Es ist kein Weltblatt, was p- (wie Emil Portisch seine Leitartikel auf Seite 1 zu unterzeichnen pflegt) und sein Team in der Venturgasse 9, also nahe dem Palais Pálffy, Tag für Tag produzieren. Aber es ist ebenso auch keine armselige Provinzpostille. Wenn man die alten Bände durchblättert, fühlt man sich am ehesten an ein Mittelding zwischen der »Wiener Zeitung« und dem Nachkriegsblatt »Neues Österreich« erinnert. Ja, in manchem zeigt sich die »Preßburger Zeitung« sogar ihrem Wiener Vorbild überlegen: Sie ist – laut Eigeninserat – »das einzige Blatt in der Slowakei, das als Morgen- und Abendblatt erscheint und in jeder Hinsicht Erfolge aufweisen kann«.

Die Morgenausgabe erscheint um 6, die Abendausgabe um 16 Uhr – und das sieben Mal pro Woche. An den Werktagen hat sie vier, sonntags sechzehn Seiten. Für die Nachrichten aus der Ostslowakei, insbesondere aus der überwiegend von Deutschsprachigen besiedelten Zips, sorgt eine eigene Außenredaktion in Kesmark. Kompliziert ist das System der Bezugspreise – je nachdem, ob der Leser sein Leibblatt in der Trafik kauft, innerhalb Preßburgs zugestellt erhält oder aber per Postversand bezieht. Hat er eine ungarische oder eine österreichische Adresse, fällt noch ein eigener Portozuschlag an.

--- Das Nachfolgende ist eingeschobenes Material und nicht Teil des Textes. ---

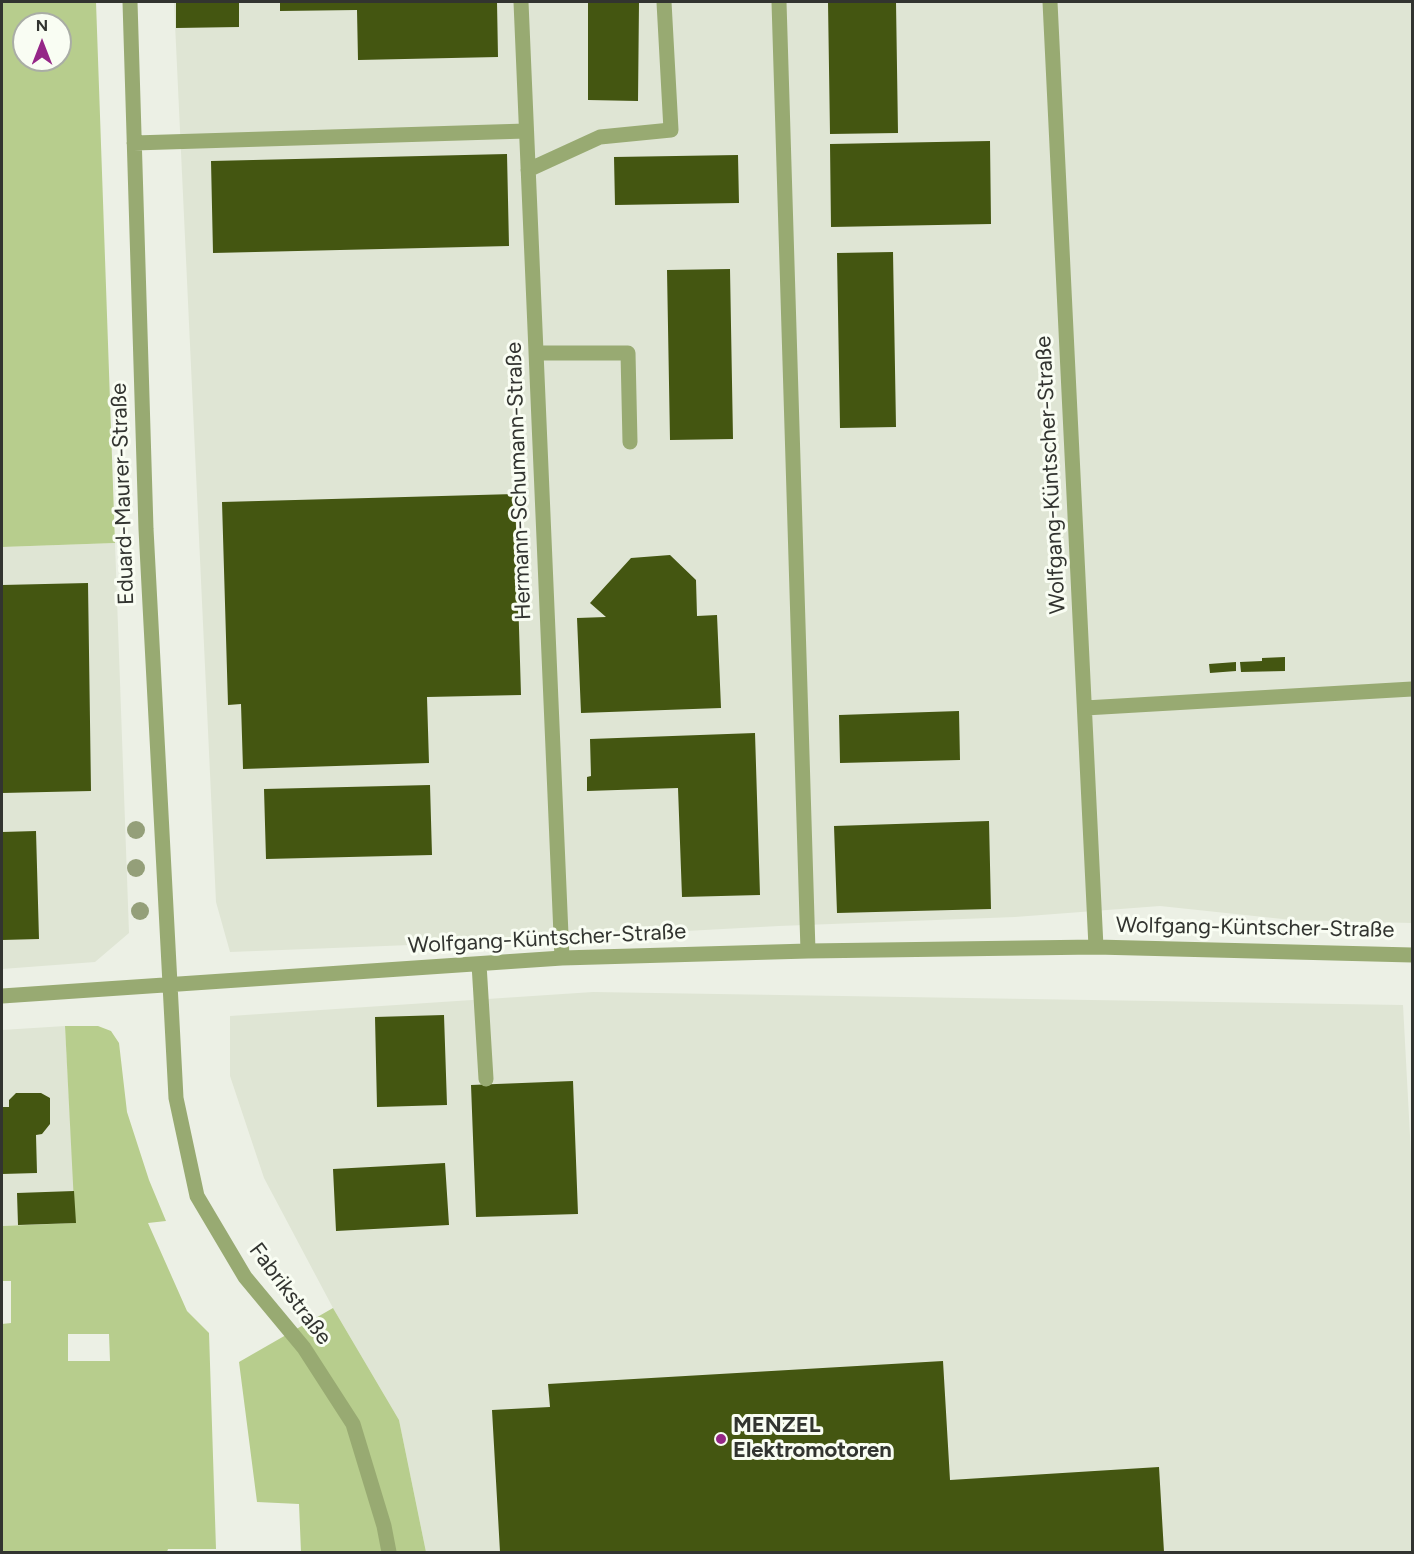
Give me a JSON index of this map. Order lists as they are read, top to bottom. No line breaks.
{"streets":{"street":["Wolfgang-Küntscher-Straße","Hermann-Schumann-Straße","Eduard-Maurer-Straße","Fabrikstraße"]},"crossings":[["Wolfgang-Küntscher-Straße","Hermann-Schumann-Straße"],["Wolfgang-Küntscher-Straße","Eduard-Maurer-Straße"],["Wolfgang-Küntscher-Straße","Fabrikstraße"],["Eduard-Maurer-Straße","Fabrikstraße"]],"places":["MENZEL Elektromotoren"],"north":"top"}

Morgen- und Abendausgabe sind keineswegs bloße Mutationen, sondern eigenständige Blätter, die sich sogar durch den auf Seite 2 abgedruckten Fortsetzungsroman voneinander unterscheiden.

Den auf den vorderen Seiten versammelten politischen Berichten und sonstigen Tagesneuigkeiten folgen weiter hinten die Rubriken »Aus dem Gerichtssaale«, »Theater und Kunst«, »Volkswirtschaft« und »Sport«, letztere übrigens noch in recht bescheidenem Umfang. Unter dem Sammeltitel »Aus dem Matrikelamte« erfährt der Leser, was sich in puncto Geburten, Trauungen und Sterbefällen ereignet hat; die Börsenkurse fehlen ebenso wenig wie die Radioprogramme aus Preßburg, Budapest, Prag und Wien, die Angebote der »Lichtspieltheater« ebenso wenig wie die »Badezeiteinteilung in den städtischen Donaubädern«. Nicht täglich, aber dennoch regelmäßig wird über »Gesundheitswesen«, über »Technik und Radio« sowie über »Frau und Mode« berichtet; »Literaturbeilage«, »Zeitschriftenschau« sowie »Reise- und Bäderzeitung« komplettieren das Redaktionsprogramm.

Illustrationen sind zu dieser Zeit noch nicht üblich – und wenn, dann nur in Gestalt von Zeichnungen, nicht von Photos. Farbdruck kommt nur bei ganz seltenen Anlässen vor – etwa, wenn die »Preßburger Zeitung« eines ihrer großen Jubiläen feiert oder wenn auf dem Krönungshügel von Preßburg ein Maria-Theresia-Denkmal enthüllt wird. Daß Zeitungen nicht von ihren Abonnenten, sondern vorrangig von ihren Inserenten leben, gilt auch schon in jenen Tagen: Geschäftsreklame und Kleinanzeigen füllen ganze Seiten. Die Sprache, deren sich die »Preßburger Zeitung« bedient, ist durchgehend Deutsch; nur bei den Straßennamen scheint da und dort auch die slowakische bzw. ungarische Version auf.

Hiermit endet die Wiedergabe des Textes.